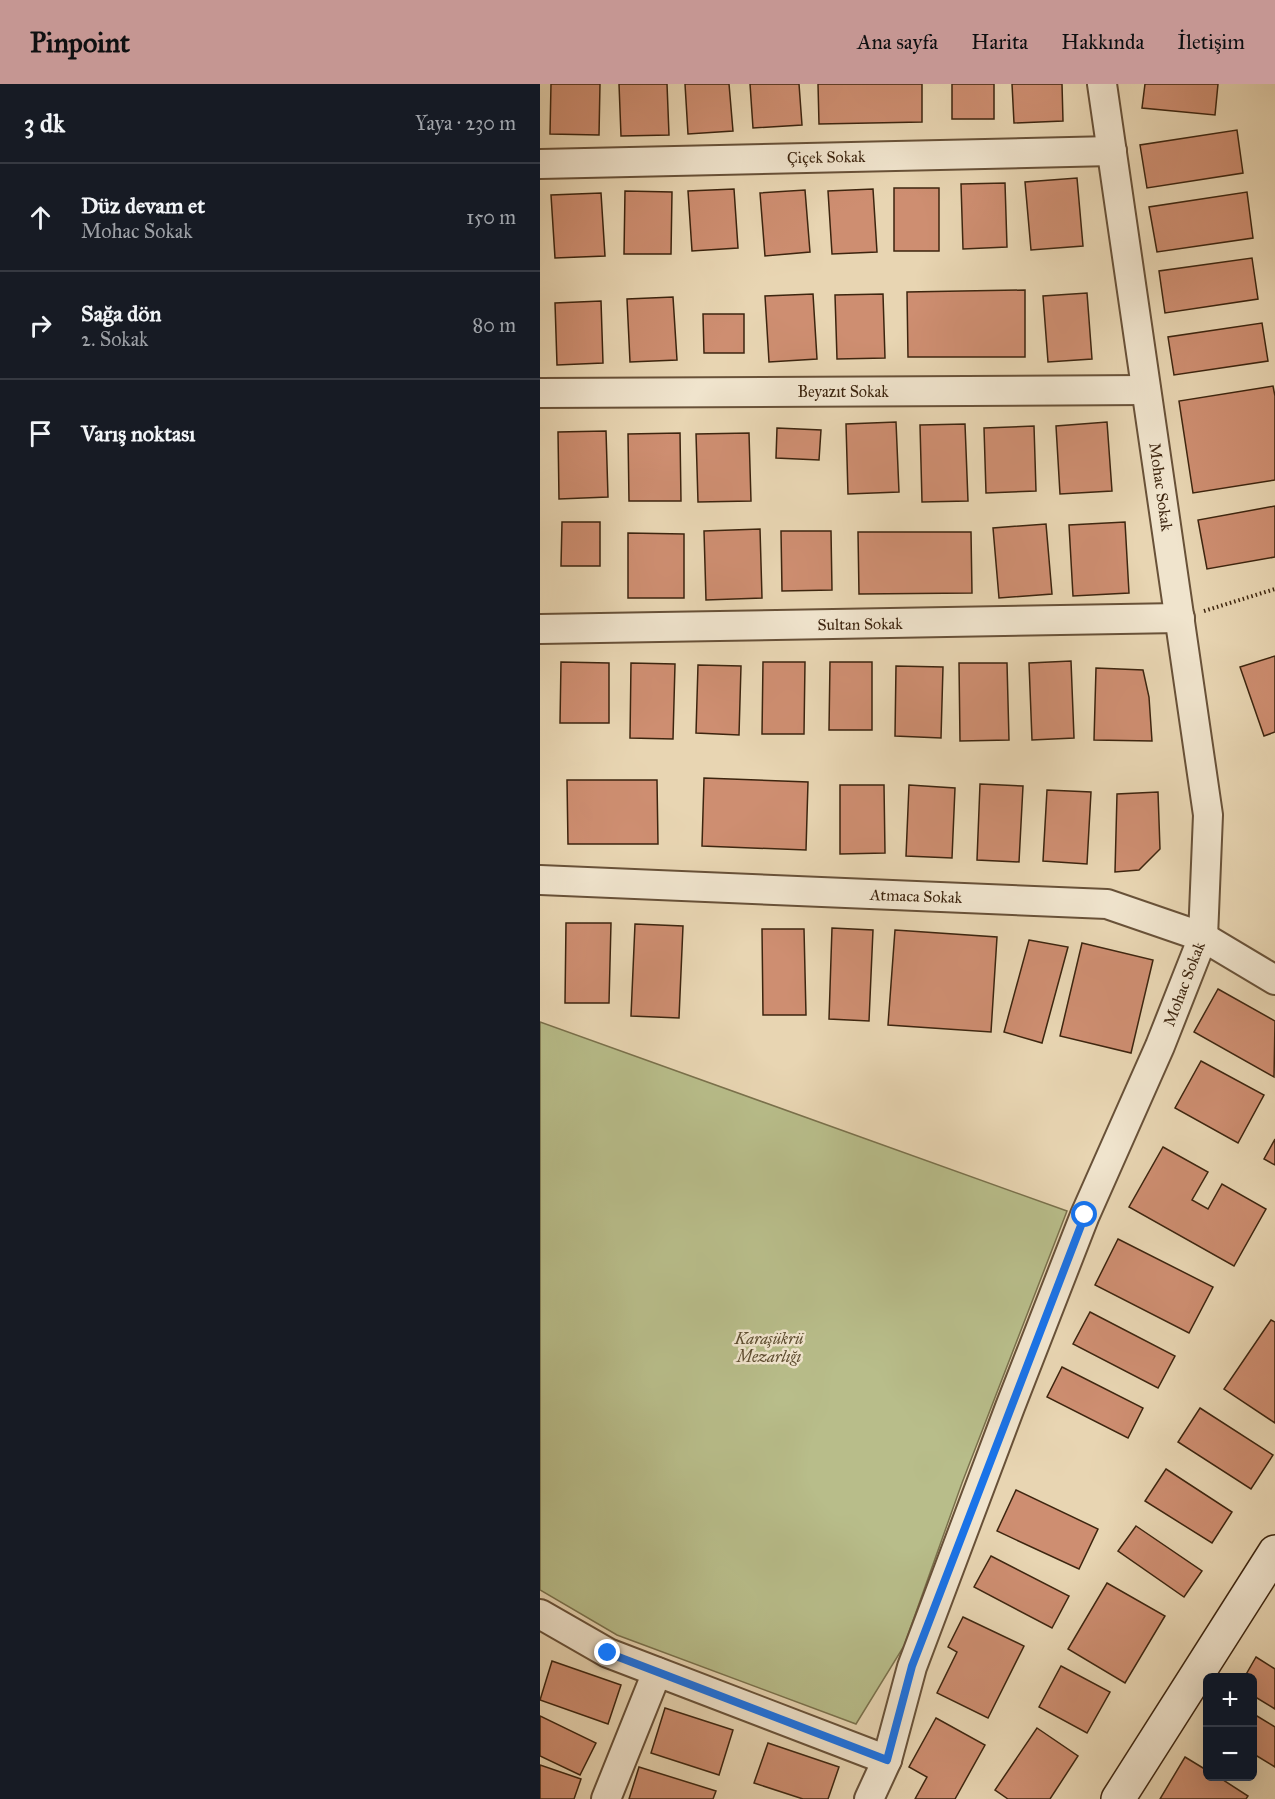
<!DOCTYPE html>
<html lang="tr">
<meta charset="utf-8">
<style>
body{margin:0;font-family:"IM FELL Great Primer",serif;background:#20242c;color:#f1f3f6}
.controls{position:absolute;right:18px;bottom:18px;display:grid;overflow:hidden;border-radius:9px;box-shadow:0 6px 24px #0002}
.controls button{width:54px;height:54px;display:grid;place-items:center;padding:0;border:0;border-bottom:2px solid #363941;background:#171b24;color:#f1f3f6;font:30px sans-serif}
.stop{position:absolute;width:18px;height:18px;margin:-14px;border:4px solid #1a73e8;border-radius:50%;background:#fff}
.stop.end{background:#1a73e8;border-color:#fff;box-shadow:0 2px 6px #0008}
.list{margin:0;padding:0;list-style:none}
h2{display:flex;justify-content:space-between;align-items:center;height:78px;margin:0;padding:0 24px;font-size:26px}
h2 small{font-size:20px;font-weight:400;color:#9ea1a6}
.list li{display:grid;grid-template-columns:39px 1fr auto;gap:18px;align-items:center;box-sizing:border-box;height:108px;padding:0 24px;border-top:2px solid #363941}
.list b{display:block;font-size:22px;white-space:nowrap}
.list p{margin:0;font-size:20px;white-space:nowrap;color:#9ea1a6}
.list em{font-size:20px;font-style:normal;color:#9ea1a6}
.icon{flex:none;width:33px;height:33px;fill:none;stroke:currentColor;stroke-width:2;stroke-linecap:round;stroke-linejoin:round}
.map{position:relative;flex:none;width:735px;height:1715px;overflow:hidden}
header{display:flex;align-items:center;gap:36px;box-sizing:border-box;height:84px;padding:0 30px;background:#c59692;color:#111}
header strong{font-size:28px}
nav{display:flex;gap:33px;margin-inline-start:auto;font-size:21px}
main{display:flex}
aside{flex:1;background:#171b24}
.map>svg:first-child{display:block}
.green{fill:#b8bd8a;stroke:#7a714c;stroke-width:1.5}
.building{fill:#ce8e71;stroke:#3d250f;stroke-width:1.5}
.lines{fill:none;stroke-linecap:round;stroke-linejoin:round}
.street-casing{stroke:#685138;stroke-width:32}
.secondary-casing{stroke:#3d250f;stroke-width:36}
.path{stroke:#3d250f;stroke-width:4;stroke-dasharray:1.5 3;stroke-linecap:butt}
.street{stroke:#f0e4cd;stroke-width:28}
.secondary{stroke:#f0e4cd;stroke-width:33}
.route{stroke:#1a73e8;stroke-width:8}
.labels{text-anchor:middle;dominant-baseline:central;stroke-width:5;stroke-linejoin:round;paint-order:stroke}
.street-label{font-size:16px;fill:#3d250f;stroke:#f0e4cd}
.park-label{font-size:16px;font-style:italic;fill:#5c4b2e;stroke:#f0e4cd}
</style>
<header>
<strong>Pinpoint</strong>
<nav><a>Ana sayfa</a><a>Harita</a><a>Hakkında</a><a>İletişim</a></nav>
</header>
<main>
<aside>
<h2>3 dk<small>Yaya · 230 m</small></h2>
<ul class="list">
<li><svg class="icon" aria-label="ahead" viewBox="0 0 24 24"><path d="M12 20V5M6 11l6-6 6 6"/></svg><div><b>Düz devam et</b><p>Mohac Sokak</p></div><em>150 m</em></li>
<li><svg class="icon" aria-label="right" viewBox="0 0 24 24"><path d="M7 20v-9h11M14 6l5 5-5 5"/></svg><div><b>Sağa dön</b><p>2. Sokak</p></div><em>80 m</em></li>
<li><svg class="icon" aria-label="arrive" viewBox="0 0 24 24"><path d="M6 21V4h12l-3 4 3 4H6"/></svg><div><b>Varış noktası</b></div></li>
</ul>
</aside>
<div class="map">
<svg width="735" height="1715" viewBox="0 0 735 1715">
<rect width="100%" height="100%" fill="#e8d5b2"/>
<filter id="stains"><feTurbulence type="fractalNoise" baseFrequency=".00333" numOctaves="4"/><feColorMatrix values="0 0 0 0 .2 0 0 0 0 .09 0 0 0 0 .02 0 0 0 .5 -.17"/></filter>
<radialGradient id="worn" r=".72"><stop offset=".6" stop-color="#630" stop-opacity="0"/><stop offset="1" stop-color="#630" stop-opacity=".3"/></radialGradient>
<!-- green -->
<polygon class="green" points="0,938 527,1127 422,1399 364,1562 316,1640 77,1551 0,1506"/>
<!-- building -->
<g class="building">
<polygon points="11,0 60,0 59,51 10,50"/>
<polygon points="79,0 127,0 129,51 81,52"/>
<polygon points="145,0 189,0 193,47 148,50"/>
<polygon points="210,0 259,0 262,41 213,44"/>
<polygon points="278,0 382,0 382,38 279,40"/>
<rect x="412" y="0" width="42" height="35"/>
<polygon points="472,0 522,0 523,37 474,39"/>
<polygon points="605,0 678,0 675,31 602,24"/>
<polygon points="697,46 703,89 607,104 600,61"/>
<polygon points="537,94 543,162 491,166 485,98"/>
<polygon points="465,99 467,163 423,165 421,100"/>
<rect x="354" y="104" width="45" height="63"/>
<polygon points="194,105 198,164 152,167 148,107"/>
<polygon points="333,105 337,168 292,170 288,107"/>
<polygon points="265,106 270,168 225,172 220,109"/>
<polygon points="85,107 132,108 131,170 84,170"/>
<polygon points="707,108 713,154 617,168 609,123"/>
<polygon points="61,109 65,172 15,174 11,111"/>
<polygon points="712,174 718,215 625,229 619,187"/>
<polygon points="485,206 485,273 368,273 367,208"/>
<polygon points="547,209 552,275 508,278 503,212"/>
<polygon points="273,210 277,275 229,278 225,212"/>
<polygon points="343,210 345,274 297,275 295,211"/>
<polygon points="133,213 137,276 90,278 87,215"/>
<polygon points="61,217 63,279 17,281 15,219"/>
<polygon points="163,230 204,230 204,269 164,269"/>
<polygon points="722,239 728,277 634,291 628,253"/>
<polygon points="733,302 735,312 735,396 653,409 639,317"/>
<polygon points="356,338 359,408 308,410 306,340"/>
<polygon points="567,338 572,407 520,410 516,342"/>
<polygon points="425,340 428,417 382,418 380,341"/>
<polygon points="494,342 496,407 446,409 444,344"/>
<polygon points="237,344 281,346 279,376 236,374"/>
<polygon points="66,347 68,413 19,415 18,348"/>
<polygon points="140,349 141,417 89,417 88,350"/>
<polygon points="209,349 211,417 158,418 156,350"/>
<polygon points="735,422 735,473 667,485 658,436"/>
<polygon points="22,438 60,438 60,482 21,482"/>
<polygon points="585,438 589,509 533,512 529,441"/>
<polygon points="506,440 512,510 459,514 453,444"/>
<polygon points="220,445 222,514 166,516 164,447"/>
<polygon points="241,447 291,447 292,506 242,507"/>
<polygon points="318,448 431,448 432,509 319,510"/>
<polygon points="88,449 144,450 144,514 88,514"/>
<polygon points="735,572 735,648 724,652 700,583"/>
<polygon points="531,577 534,654 492,656 489,579"/>
<polygon points="21,578 69,579 69,639 20,639"/>
<polygon points="223,578 265,578 264,650 222,650"/>
<polygon points="290,578 332,578 332,646 289,646"/>
<polygon points="91,579 135,580 133,655 90,654"/>
<polygon points="419,579 467,579 469,656 420,657"/>
<polygon points="158,581 201,582 199,651 156,649"/>
<polygon points="356,582 403,583 401,654 355,652"/>
<polygon points="556,584 603,586 609,613 612,657 554,656"/>
<polygon points="164,694 268,698 266,766 162,762"/>
<polygon points="27,696 117,696 118,760 28,760"/>
<polygon points="440,700 483,702 479,778 437,776"/>
<polygon points="300,701 344,701 345,769 300,770"/>
<polygon points="369,701 415,704 412,774 366,772"/>
<polygon points="507,706 551,708 547,780 503,777"/>
<polygon points="618,708 620,765 599,786 575,788 577,710"/>
<polygon points="26,839 71,839 69,919 25,919"/>
<polygon points="95,840 143,842 139,934 91,932"/>
<polygon points="292,844 333,846 329,937 289,935"/>
<polygon points="222,845 264,845 266,931 223,931"/>
<polygon points="355,846 457,853 451,948 348,941"/>
<polygon points="489,856 528,863 502,959 464,948"/>
<polygon points="542,859 613,876 591,969 520,952"/>
<polygon points="678,905 735,937 734,993 654,948"/>
<polygon points="661,977 724,1011 698,1059 635,1024"/>
<polygon points="735,1055 735,1081 724,1075"/>
<polygon points="623,1063 668,1088 652,1116 668,1125 682,1100 726,1125 694,1182 589,1123"/>
<polygon points="578,1155 673,1203 649,1249 555,1201"/>
<polygon points="550,1228 635,1272 618,1304 533,1260"/>
<polygon points="731,1236 735,1238 735,1339 684,1305"/>
<polygon points="522,1283 603,1324 588,1354 507,1313"/>
<polygon points="660,1324 733,1371 711,1405 638,1358"/>
<polygon points="626,1385 692,1428 672,1459 605,1417"/>
<polygon points="476,1406 558,1445 539,1485 457,1447"/>
<polygon points="596,1442 662,1487 644,1513 578,1467"/>
<polygon points="451,1472 529,1512 512,1544 434,1503"/>
<polygon points="567,1499 625,1532 585,1599 528,1565"/>
<polygon points="423,1533 484,1562 448,1634 397,1609 417,1568 408,1563"/>
<polygon points="716,1573 735,1585 735,1625 712,1611 712,1594 704,1594"/>
<polygon points="12,1577 81,1601 68,1640 0,1616"/>
<polygon points="521,1582 570,1608 547,1649 499,1623"/>
<polygon points="125,1624 193,1646 179,1691 111,1669"/>
<polygon points="712,1629 735,1643 735,1683 712,1669"/>
<polygon points="0,1632 56,1659 40,1691 0,1672"/>
<polygon points="396,1634 445,1661 415,1715 375,1715 387,1693 369,1683"/>
<polygon points="497,1644 538,1672 510,1715 468,1715 455,1706"/>
<polygon points="228,1659 299,1683 288,1715 263,1715 214,1699"/>
<polygon points="645,1673 668,1687 668,1692 677,1692 708,1712 706,1715 620,1715"/>
<polygon points="0,1681 41,1695 34,1715 0,1715"/>
<polygon points="99,1683 176,1707 173,1715 89,1715"/>
</g>
<g class="lines">
<defs>
<g id="street">
<polyline points="0,80 572,67"/>
<polyline points="0,309 606,306"/>
<polyline points="0,545 640,534"/>
<polyline points="0,796 567,820 663,853 735,896"/>
<polyline points="0,1530 68,1569 347,1676"/>
<polyline points="66,1715 117,1588"/>
<polyline points="329,1715 347,1676 372,1583 470,1323 545,1131 620,962 663,853 668,731 562,0"/>
</g>
<polyline id="secondary" points="578,1715 735,1468"/>
</defs>
<!-- street casing -->
<use href="#street" class="street-casing"/>
<!-- secondary casing -->
<use href="#secondary" class="secondary-casing"/>
<!-- path -->
<polyline class="path" points="664,527 735,505"/>
<!-- street -->
<use href="#street" class="street"/>
<!-- secondary -->
<use href="#secondary" class="secondary"/>
</g>
<g class="lines">
<!-- route -->
<polyline class="route" points="68,1569 347,1676 372,1582 545,1131"/>
</g>
<g class="labels">
<!-- street labels -->
<g class="street-label">
<text transform="translate(286 73) rotate(-1)">Çiçek Sokak</text>
<text x="303" y="307">Beyazıt Sokak</text>
<text transform="translate(621 403) rotate(82)">Mohac Sokak</text>
<text transform="translate(320 540) rotate(-1)">Sultan Sokak</text>
<text transform="translate(376 812) rotate(2)">Atmaca Sokak</text>
<text transform="translate(644 900) rotate(-69)">Mohac Sokak</text>
</g>
<!-- park labels -->
<g class="park-label">
<text x="229" y="1254">Karaşükrü<tspan x="229" dy="18">Mezarlığı</tspan></text>
</g>
</g>
<rect width="100%" height="100%" filter="url(#stains)"/>
<rect width="100%" height="100%" fill="url(#worn)"/>
</svg>
<div class="controls">
<button>+</button>
<button>−</button>
</div>
<div class="stop" style="left:545px;top:1131px"></div>
<div class="stop end" style="left:68px;top:1569px"></div>
</div>
</main>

:: ACTIVITY ::
Take the line above containing "<h2>3 dk<small>Yaya · 230 m</small></h2>", the line containing "et</b><p>Mohac Sokak</p></div><em>150 m</em></li>", and all lines in between, and copy them exactly without anything else.

:: EXERCISE OUTPUT ::
<h2>3 dk<small>Yaya · 230 m</small></h2>
<ul class="list">
<li><svg class="icon" aria-label="ahead" viewBox="0 0 24 24"><path d="M12 20V5M6 11l6-6 6 6"/></svg><div><b>Düz devam et</b><p>Mohac Sokak</p></div><em>150 m</em></li>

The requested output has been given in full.